Type B RCBOs can be fitted alongside Type A on a full RCBO board. Mixing types on a dual RCD design typically forces an upgrade.

Cost gap has narrowed

The £150 to £250 difference between dual RCD plus full RCBO is smaller than ever. Most modern UK installs default to full RCBO in 2026.

Time for an upgrade?

Consumer Unit Upgrades in Milton Keynes

C-Lec Electrical fits both dual RCD plus full RCBO consumer units to BS 7671 across Milton Keynes, Bedford plus the surrounding Bedfordshire area. Honest comparative quotes so you can pick the right layout for your property.

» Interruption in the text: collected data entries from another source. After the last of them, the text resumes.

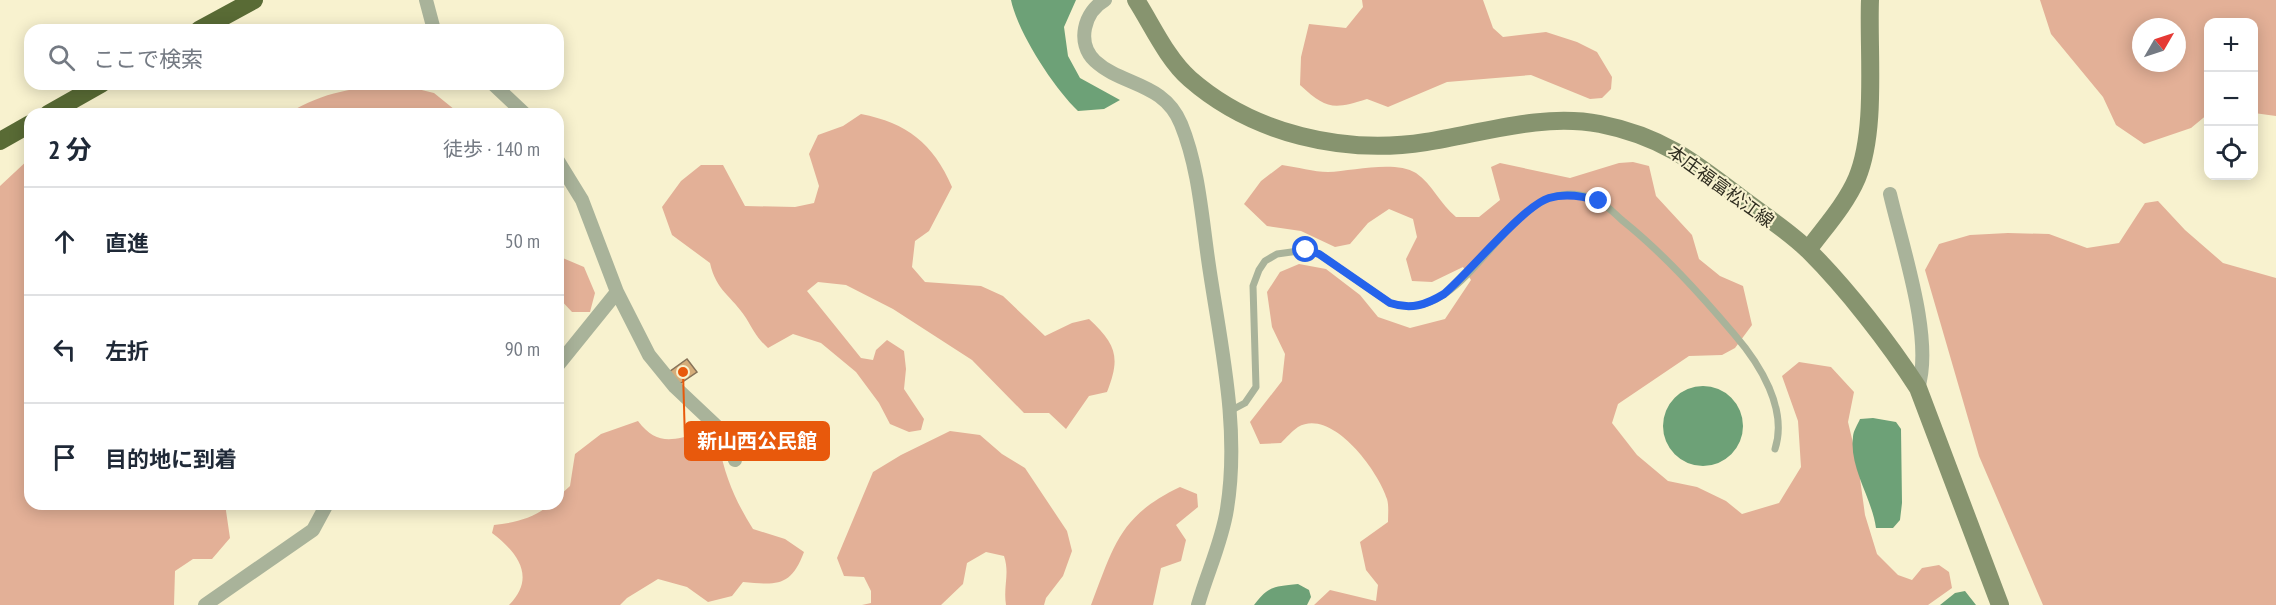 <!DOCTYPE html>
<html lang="ja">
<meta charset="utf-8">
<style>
body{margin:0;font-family:"PT Sans Narrow","Noto Sans JP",sans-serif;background:#f6f6f7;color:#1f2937}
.controls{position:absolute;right:18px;top:18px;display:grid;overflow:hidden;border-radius:12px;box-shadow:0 3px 15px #0003}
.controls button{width:54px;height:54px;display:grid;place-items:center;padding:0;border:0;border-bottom:2px solid #e0e1e3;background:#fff;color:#1f2937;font:30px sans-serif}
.compass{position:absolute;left:2132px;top:18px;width:54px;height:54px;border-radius:50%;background:#fff;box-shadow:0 3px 15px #0003;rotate:51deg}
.stop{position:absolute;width:18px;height:18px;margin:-14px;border:4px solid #2563eb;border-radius:50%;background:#fff}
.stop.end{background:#2563eb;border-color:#fff;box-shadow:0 2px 6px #0008}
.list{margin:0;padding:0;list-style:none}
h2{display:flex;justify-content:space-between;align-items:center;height:78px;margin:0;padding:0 24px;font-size:26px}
h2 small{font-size:20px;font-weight:400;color:#747a83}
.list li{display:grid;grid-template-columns:39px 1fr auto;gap:18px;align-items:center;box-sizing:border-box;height:108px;padding:0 24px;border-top:2px solid #e0e1e3}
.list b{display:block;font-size:22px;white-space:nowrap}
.list em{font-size:20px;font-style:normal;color:#747a83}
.icon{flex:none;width:33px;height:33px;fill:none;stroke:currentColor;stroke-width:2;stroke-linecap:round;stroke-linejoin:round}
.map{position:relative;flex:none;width:2276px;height:605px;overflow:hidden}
.search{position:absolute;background:#fff;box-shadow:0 3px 15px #0003;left:24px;top:24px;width:540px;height:66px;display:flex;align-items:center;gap:15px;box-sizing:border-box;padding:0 21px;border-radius:18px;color:#747a83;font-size:22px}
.panel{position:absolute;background:#fff;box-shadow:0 3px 15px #0003;left:24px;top:108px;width:540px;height:402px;border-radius:18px}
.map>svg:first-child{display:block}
.green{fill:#e3b097;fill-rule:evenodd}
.water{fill:#6da177}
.building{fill:#d5ad7a;stroke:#877359;stroke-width:1.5}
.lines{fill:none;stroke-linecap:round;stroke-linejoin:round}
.lane{stroke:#a9b39a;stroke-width:7}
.street{stroke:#a9b39a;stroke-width:14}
.secondary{stroke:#87946f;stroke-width:18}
.highway{stroke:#596b35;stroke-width:18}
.route{stroke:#2563eb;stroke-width:8}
.labels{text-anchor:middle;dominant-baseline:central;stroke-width:4.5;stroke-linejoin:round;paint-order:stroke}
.street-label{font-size:18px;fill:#302e21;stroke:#f8f2cf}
.leader{fill:none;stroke:#e8590c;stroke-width:2}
.callout-dot{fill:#e8590c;stroke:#f8f2cf;stroke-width:2}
.callout{fill:#e8590c;stroke:#e8590c;stroke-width:2}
.callout-label{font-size:20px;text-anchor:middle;font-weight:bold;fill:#fff}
</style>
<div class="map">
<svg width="2276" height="605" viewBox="0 0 2276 605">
<rect width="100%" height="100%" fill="#f8f2cf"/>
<path class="green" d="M1362 0H1483L1493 28 1503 37 1546 32 1577 42 1597 52 1612 77 1611 89 1602 98 1590 99 1531 75 1447 82 1388 107 1367 99C1333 110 1326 109 1300 85L1301 57 1309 24 1346 28 1363 7Z
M2040 0H2276V116L2254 113V22H2208V114L2191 128 2144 144 2116 125 2103 97 2051 34ZM2141 27H2177V63H2141Z
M397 84 434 93 460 114H287C327 90 352 89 397 84Z
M861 114C907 123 933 143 952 187L929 231 915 241 912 267 925 282 981 286 1003 296 1045 336 1072 323 1089 319C1116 344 1121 357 1107 392L1089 396 1066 429 1049 413H1024L972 360 893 309 846 285 818 282 807 291 861 358 873 360 876 350 887 340 904 351 906 369 904 389 924 419 921 430 909 432 890 424 879 403 856 372 821 343 793 334 768 348C756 337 754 331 746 318 732 296 716 291 710 263L672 235 662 207 681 181 701 165H723L745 206 795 207 814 203 819 186 809 154 818 135 843 126Z
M30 158V504H225L230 538 212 559H193L175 571 174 605H0V186Z
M1633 162 1649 166 1656 196 1692 235 1699 259 1720 276 1743 286 1752 325 1735 348 1722 355 1689 356 1618 404 1612 423 1637 455 1668 481 1697 487 1726 501 1742 514 1779 503 1801 467 1798 421 1782 376 1799 362 1831 367 1854 392 1848 422 1858 464 1865 515 1877 554 1898 575 1912 580 1922 568 1939 565 1949 572 1952 588 1928 605H1314L1330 590 1376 601 1378 585 1366 570 1360 542 1388 522C1388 515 1389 506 1387 499 1379 472 1332 407 1298 427 1292 431 1286 438 1281 443L1260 444 1250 422 1282 381 1285 354 1272 327 1267 292 1280 272 1299 264 1326 269 1360 295 1378 317 1410 328 1445 319 1471 280 1463 267 1432 282 1412 281 1406 259 1417 237 1413 219 1389 209 1368 223 1350 244 1335 247 1301 231 1267 226 1244 204 1261 181 1282 165C1297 167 1314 172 1328 172 1352 171 1395 160 1416 173 1433 185 1440 204 1456 217H1479L1500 200 1491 167 1500 163 1570 178 1619 163Z
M2158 201 2185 230 2223 263 2276 278V605H2043L1979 456 1925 270 1939 244 1970 235 2008 233 2049 234 2087 248 2119 243 2145 203Z
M558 256 584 267 595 293 590 312H572L558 297Z
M638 421C656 445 672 441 698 433L719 445C725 477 736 502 753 529L785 539 804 552C791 587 777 585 743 582L732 596 708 602 687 587 658 579 627 598 620 605H509C537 577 517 552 492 533L494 525C514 523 535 518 550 504H558V497L570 486 575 454 601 434Z
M950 431 980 435 1002 454 1025 468 1067 531 1072 551 1063 576 1046 598 1044 605H1006C1003 586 1010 574 1004 556L986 552 967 563 963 584 941 605H862L871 603V591L864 577 844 576 837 558 873 472 901 455Z
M1180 487 1197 494 1198 507 1176 525 1186 540 1181 561 1161 568 1153 605H1091C1114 546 1119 516 1180 487Z"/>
<path class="water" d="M1011 0H1076L1064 27 1068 56 1080 78 1120 100 1104 109 1078 111C1054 88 1018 33 1011 0Z
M1663 426a40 40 0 1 1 80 0a40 40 0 1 1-80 0Z
M1873 418 1896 422 1901 429 1902 503 1900 520 1893 528H1876C1872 498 1849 468 1853 437 1853 431 1858 424 1860 419Z
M1298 584 1309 590 1311 597 1307 605H1254C1269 585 1274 587 1298 584Z
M1965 591 1976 605H1940L1955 593Z"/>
<path class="building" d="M687 359 697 372 678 385 669 372Z"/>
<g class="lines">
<path class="lane" d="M1230 411 1245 403 1256 387 1253 286 1259 270 1265 261 1277 254 1306 250 1319 254 1390 303C1475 332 1510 157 1598 201 1607 205 1615 214 1623 221 1664 254 1700 294 1734 334 1760 364 1788 409 1775 449"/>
<path class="street" d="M426 0 434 30
M1105 0C1084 12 1076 43 1095 61 1122 86 1164 82 1181 124 1199 168 1202 219 1209 266 1221 347 1240 428 1227 509 1222 542 1207 573 1198 605
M493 84 525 114
M558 161 582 200 617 292 558 365
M1890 194C1902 246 1934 339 1918 388
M617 292 649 355 675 387 727 436 735 460
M205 605 313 530 327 504"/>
<path class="secondary" d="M1136 0C1152 25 1167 59 1190 79 1253 134 1344 155 1426 142 1483 133 1542 113 1600 124 1661 136 1693 161 1741 198 1763 215 1789 231 1809 251 1847 289 1889 343 1918 388L2000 605
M1808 250C1825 227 1846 204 1857 178 1877 130 1868 52 1870 0"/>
<path class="highway" d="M199 30 254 0
M48 114 101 84
M0 141 30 124"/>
</g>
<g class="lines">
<path class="route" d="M1306 250 1319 254 1390 303C1411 310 1426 305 1444 294 1469 273 1523 206 1549 198 1566 193 1583 196 1599 201"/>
</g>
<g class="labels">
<g class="street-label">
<text transform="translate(1721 186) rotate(36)">本庄福富松江線</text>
</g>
</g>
<path class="leader" d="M683 372L685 441"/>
<circle class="callout-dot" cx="683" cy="372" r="6"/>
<rect class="callout" x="685" y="422" width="144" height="38" rx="6"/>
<g class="callout-label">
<text x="757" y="448">新山西公民館</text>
</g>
</svg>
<div class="controls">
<button>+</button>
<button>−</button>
<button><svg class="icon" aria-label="locate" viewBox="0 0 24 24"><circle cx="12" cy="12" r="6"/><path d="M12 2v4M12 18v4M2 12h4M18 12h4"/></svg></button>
</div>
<svg class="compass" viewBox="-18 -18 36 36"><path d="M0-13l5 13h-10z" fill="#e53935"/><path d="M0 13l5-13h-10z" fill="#747a83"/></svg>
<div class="stop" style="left:1306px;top:250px"></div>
<div class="stop end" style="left:1599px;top:201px"></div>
<div class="search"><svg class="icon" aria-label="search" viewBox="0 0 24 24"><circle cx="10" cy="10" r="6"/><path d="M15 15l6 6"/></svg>ここで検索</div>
<section class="panel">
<h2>2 分<small>徒歩 · 140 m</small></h2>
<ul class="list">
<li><svg class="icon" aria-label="ahead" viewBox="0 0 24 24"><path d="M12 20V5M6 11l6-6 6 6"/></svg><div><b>直進</b></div><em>50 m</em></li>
<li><svg class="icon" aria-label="left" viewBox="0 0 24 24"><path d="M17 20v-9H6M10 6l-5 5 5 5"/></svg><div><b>左折</b></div><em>90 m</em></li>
<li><svg class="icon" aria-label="arrive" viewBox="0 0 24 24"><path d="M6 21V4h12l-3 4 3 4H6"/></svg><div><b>目的地に到着</b></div></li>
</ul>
</section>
</div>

For the wider context on consumer units, RCBOs, AFDDs plus the regulations behind UK distribution boards, head back to our full guide to consumer units where every common question is answered in one place.

Part of the hub

Back to the Consumer Units Guide

This article sits inside our complete Consumer Units knowledge base. The hub covers everything from board types plus RCBOs through to landlord requirements plus BS 7671 wiring regulations.

Keep reading

More on consumer
unit choices

To dig deeper into the dual RCD design covered in this comparison, head to what is a dual RCD board. To do the same for the full RCBO design see what is an RCBO board. To understand how high-integrity layouts sit between these two extremes, see split-load vs high-integrity board. If you need a new consumer unit fitted in Milton Keynes or Bedford, our consumer unit upgrades service page is the fastest route to a quote.

Frequently asked

RCBO vs dual RCD questions

Is a dual RCD board safer than no RCD at all?
Yes by a significant margin. A dual RCD board provides 30mA additional protection on every circuit it covers. The only question this article addresses is whether full per-circuit RCBO protection is preferable to shared-RCD bank protection. Both are safer than an MCB-only board with no RCD coverage. Both meet the strict requirements of BS 7671 411.3.3.
Can I add a single RCBO to an existing dual RCD board?
Sometimes. If your existing board is from a manufacturer that still supplies compatible RCBO modules (Hager, Wylex, MK plus a few others) a registered electrician can swap MCBs out for RCBOs on selected circuits. The work changes the layout of the board so the EIC plus Building Control notification will need updating. If the board is from an older or obsolete range the cost-effective approach is normally a full upgrade.
Why does a dual RCD trip take out so many circuits?
Because the RCD is shared across a bank of MCBs. The RCD detects the residual current at one upstream point. It cannot tell which downstream circuit caused the imbalance. So when it trips it has no choice but to disconnect the whole bank. A full RCBO board has one residual current sensor per circuit so it knows exactly which circuit caused the trip plus disconnects only that one.
Do EICR engineers prefer one design over the other?
For inspection purposes yes, full RCBO is faster to test plus easier to document. The engineer can isolate single circuits for testing without affecting adjacent ones. Test results are recorded per RCBO which gives clearer per-circuit records. On a dual RCD board the engineer typically has to manage the bank-level disruption while testing. Both layouts can pass an EICR but the full RCBO approach generates more granular plus useful documentation.
Will my insurance care which type I have?
Standard UK home insurance does not normally distinguish between dual RCD plus full RCBO. Both are recognised as compliant with BS 7671. What insurance does care about is whether the board is fitted, certified plus maintained. A current Satisfactory EICR plus an EIC for the consumer unit work are normally what insurers ask to see. Some insurers also charge lower premiums for properties with confirmed RCD or RCBO protection compared with older fuse boards. The dual RCD vs full RCBO distinction itself does not change premiums on most UK domestic policies.